Мобильная версия
   

Александр Дюма «Королева Марго»


Александр Дюма Королева Марго
УвеличитьУвеличить

Глава 4

Вторая брачная ночь

 

Екатерина мгновенно оглядела комнату. Бархатные ночные туфельки на приступке кровати, разбросанные по стульям предметы туалета Маргариты, протиравшей глаза, чтобы прогнать сон, – все убедило Екатерину, что ее дочь только что проснулась.

Она улыбнулась улыбкой женщины, чьи намерения увенчались успехом, придвинула к себе кресло и сказала:

– Садитесь, Маргарита, давайте побеседуем.

– Я слушаю.

– Пора, дочь моя, вам понять, – произнесла Екатерина, тихо закрывая глаза, по примеру людей, которые что-то обдумывают или скрывают, – как мы жаждем, ваш брат и я, сделать вас счастливой.

Такое вступление звучало страшно для тех, кто знал Екатерину.

«Что-то она скажет?» – подумала Маргарита.

– Конечно, – продолжала флорентийка, – выдавая вас замуж, мы совершали одно из тех политических деяний, какие диктуются властителям государственными интересами. Но должна признаться, бедное дитя, мы не думали, что отвращение короля Наваррского к вам, молодой, прекрасной, обворожительной женщине, окажется совершенно непреодолимым.

Маргарита встала и, запахнув пеньюар, сделала церемонный реверанс.

– Я только сегодня вечером узнала… – продолжала Екатерина, – иначе я бы зашла к вам раньше… узнала, что ваш муж отнюдь не намерен оказать вам те знаки внимания, на какие имеет право не просто красивая женщина, но принцесса крови.

Маргарита вздохнула, и Екатерина, поощренная этим немым согласием, продолжала:

– То, что король Наваррский на глазах у всех взял на содержание одну из моих прислужниц, то, что он влюблен в нее до неприличия, то, что он пренебрегает любовью женщины, которую мы пожелали дать ему в супруги, – это несчастье, но помочь тут мы, бедные всемогущие, бессильны, хотя и последний дворянин в нашем королевстве наказал бы за это своего зятя, вызвав его на поединок или приказав вызвать его своему сыну.

Маргарита опустила голову.

– Уже давно, дочь моя, я вижу по вашим заплаканным глазам, по вашим резким выходкам против этой Сов, что, несмотря на все усилия, вы уже не можете скрыть кровоточащую рану в вашем сердце.

Маргарита вздрогнула. Полог кровати чуть всколыхнулся, но, к счастью, Екатерина этого не заметила.

– Эту рану, – продолжала она с усиленной сердечностью и нежностью, – эту рану, дитя мое, может исцелить только материнская рука.

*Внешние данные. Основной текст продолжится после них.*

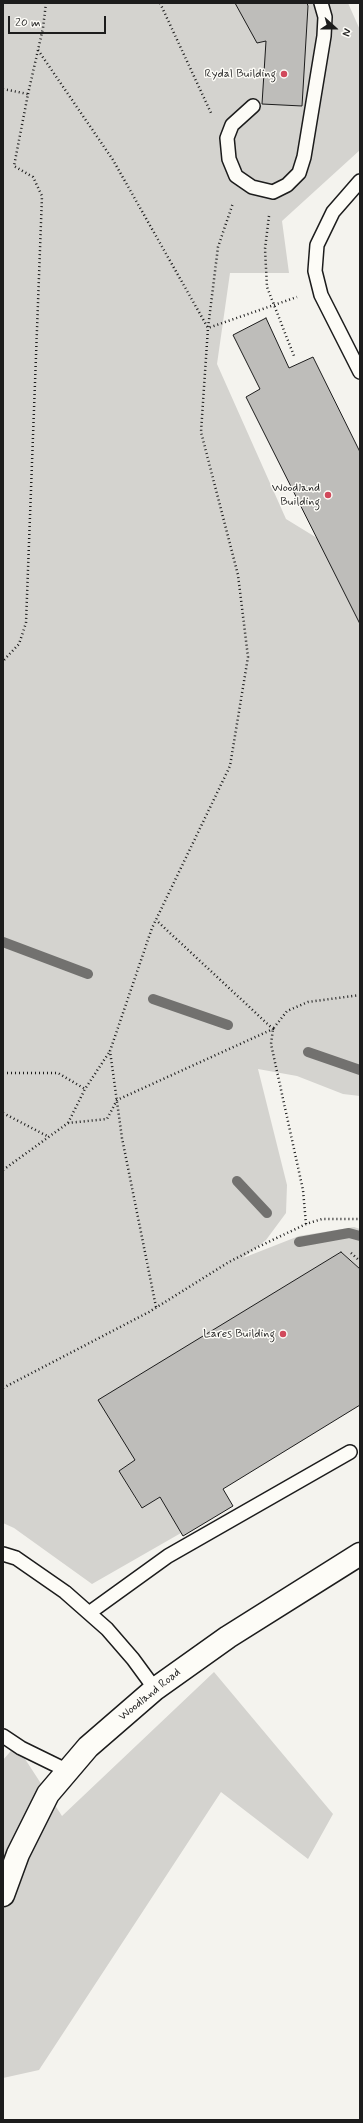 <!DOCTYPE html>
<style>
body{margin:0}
#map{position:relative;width:363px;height:2123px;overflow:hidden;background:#f4f3ee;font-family:Mynerve,sans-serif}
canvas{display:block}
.frame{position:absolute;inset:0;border:4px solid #1c1c1c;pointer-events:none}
.north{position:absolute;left:315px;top:8px;width:40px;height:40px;-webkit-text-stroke:3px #fdfcf7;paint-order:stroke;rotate:111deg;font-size:11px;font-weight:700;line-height:16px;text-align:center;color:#1c1c1c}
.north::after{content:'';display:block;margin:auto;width:14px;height:18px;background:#1c1c1c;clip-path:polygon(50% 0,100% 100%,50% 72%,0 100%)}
.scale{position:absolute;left:8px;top:16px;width:98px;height:18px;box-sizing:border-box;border:2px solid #1c1c1c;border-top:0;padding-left:5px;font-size:12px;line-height:14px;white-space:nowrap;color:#1c1c1c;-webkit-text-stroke:3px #fdfcf7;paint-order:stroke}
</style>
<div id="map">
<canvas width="363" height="2123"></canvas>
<div class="frame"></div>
<div class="north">N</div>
<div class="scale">20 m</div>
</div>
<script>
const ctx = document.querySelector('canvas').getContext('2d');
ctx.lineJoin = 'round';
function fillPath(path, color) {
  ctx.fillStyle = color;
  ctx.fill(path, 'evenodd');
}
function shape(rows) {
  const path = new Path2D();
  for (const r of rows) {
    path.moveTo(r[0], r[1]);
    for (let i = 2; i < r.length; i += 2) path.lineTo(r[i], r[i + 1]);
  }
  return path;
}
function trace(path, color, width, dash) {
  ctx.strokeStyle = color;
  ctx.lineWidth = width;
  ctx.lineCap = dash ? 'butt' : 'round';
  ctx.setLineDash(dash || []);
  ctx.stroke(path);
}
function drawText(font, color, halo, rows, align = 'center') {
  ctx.font = font + ' Mynerve,sans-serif';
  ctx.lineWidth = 3;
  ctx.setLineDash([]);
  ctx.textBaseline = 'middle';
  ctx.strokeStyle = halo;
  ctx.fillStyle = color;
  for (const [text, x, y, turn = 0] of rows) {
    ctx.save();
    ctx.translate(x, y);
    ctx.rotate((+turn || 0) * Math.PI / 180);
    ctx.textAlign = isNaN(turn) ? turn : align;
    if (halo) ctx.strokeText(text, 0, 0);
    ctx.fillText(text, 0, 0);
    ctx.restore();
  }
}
const green = shape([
 [3,3,348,3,360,30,360,150,282,221,289,273,230,273,217,364,286,519,317,538,360,624,360,1096,343,1094,297,1076,258,1069,287,1185,286,1213,266,1240,243,1258,299,1236,354,1227,360,1229,360,1269,341,1252,99,1400,135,1460,119,1471,141,1508,160,1497,181,1533,92,1584,14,1528,3,1523],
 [214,1672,333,1814,308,1859,221,1792,39,2070,3,2078,3,1760,16,1745,62,1816]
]);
const stream = shape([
 [3,942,88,974],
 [153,999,228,1025],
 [308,1052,360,1070],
 [237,1181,267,1213],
 [299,1242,349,1233,360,1236]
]);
const building = shape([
 [235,3,307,3,308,6,302,106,262,104,266,41,257,43,235,3],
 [266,318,289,368,313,357,360,452,360,624,246,397,260,389,233,335,266,318],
 [341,1252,360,1269,360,1405,223,1489,233,1506,183,1536,160,1497,142,1508,119,1471,135,1460,98,1400,341,1252]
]);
const path = shape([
 [160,3,211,113],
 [38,50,113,160,208,328,297,297],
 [3,89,28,94,14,166,33,177,42,196,26,623,19,644,3,661],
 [28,94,43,28,46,3],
 [269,216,265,249,267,287,294,356],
 [3,1073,58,1073,85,1089],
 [3,1113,49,1137],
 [68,1123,85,1089,110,1051],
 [3,1170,68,1123,107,1119,117,1100,273,1029,156,920],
 [306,1224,303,1190,271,1044,273,1029,287,1011,308,1002,360,995],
 [351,1253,360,1261],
 [156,1307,122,1138,110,1051,152,928,230,766,248,657,238,575,201,432,208,328,218,247,233,203],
 [3,1388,149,1312,229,1262,260,1246,306,1224,322,1219,360,1219]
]);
const service = shape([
 [253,106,232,125,227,138,229,159,236,176,252,187,273,192,287,185,299,173,304,157,324,36,325,17,321,3],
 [360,181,333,212,317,245,315,271,321,295,360,372],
 [3,1554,16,1558,65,1592,107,1629,133,1659,155,1689],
 [89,1613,168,1556,350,1452],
 [3,1736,21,1748,68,1771]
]);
const minor = shape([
 [3,1895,18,1854,48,1794,88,1747,155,1689,228,1637,360,1554]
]);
const markers = [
 [284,74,4,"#d1495b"],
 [328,495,4,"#d1495b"],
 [283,1334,4,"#d1495b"]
];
const poiNames = [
 ["Rydal Building",276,74],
 ["Woodland",320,488],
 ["Building",320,502],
 ["Lares Building",275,1334]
];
const streetNames = [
 ["Woodland Road",150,1695,-39]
];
fillPath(green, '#d4d3cf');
trace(stream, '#72716f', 10);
fillPath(building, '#bebdba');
trace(building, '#1c1c1c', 1);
trace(service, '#1c1c1c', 16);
trace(minor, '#1c1c1c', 25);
trace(path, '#1c1c1c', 2.5, [1, 3]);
trace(service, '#fdfcf7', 13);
trace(minor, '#fdfcf7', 22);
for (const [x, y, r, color] of markers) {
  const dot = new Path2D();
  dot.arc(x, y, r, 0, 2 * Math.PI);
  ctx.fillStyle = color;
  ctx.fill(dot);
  trace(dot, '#fdfcf7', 1.5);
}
drawText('12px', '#1c1c1c', '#fdfcf7', poiNames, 'right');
drawText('12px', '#1c1c1c', '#fdfcf7', streetNames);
</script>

Те, кто, надеясь осчастливить вас, решили заключить ваш брак, теперь тревожатся за вас, видя, как Генрих Наваррский каждую ночь попадает не в ту комнату; те, кто не может допустить, чтобы женщину, столь прекрасную, столь высокопоставленную, наделенную столь многочисленными достоинствами, непрестанно оскорблял какой-то королек своим пренебрежением к ней и к продолжению ее потомства, наконец, те, кто видит, что с первым ветром, который покажется ему попутным, этот безумец, этот наглец станет открытым врагом нашего семейства и выгонит нас из дому, имеют полное Право разделить ваши судьбы и так обеспечить вашу будущность, чтобы она была наиболее достойна вас и вашего сана.

– Ваше величество, – сказала Маргарита. – Несмотря на все ваши замечания, проникнутые материнской любовью и наполняющие меня чувством радости и гордости, я все же возьму на себя смелость доказать вашему величеству, что король Наваррский действительно мне муж.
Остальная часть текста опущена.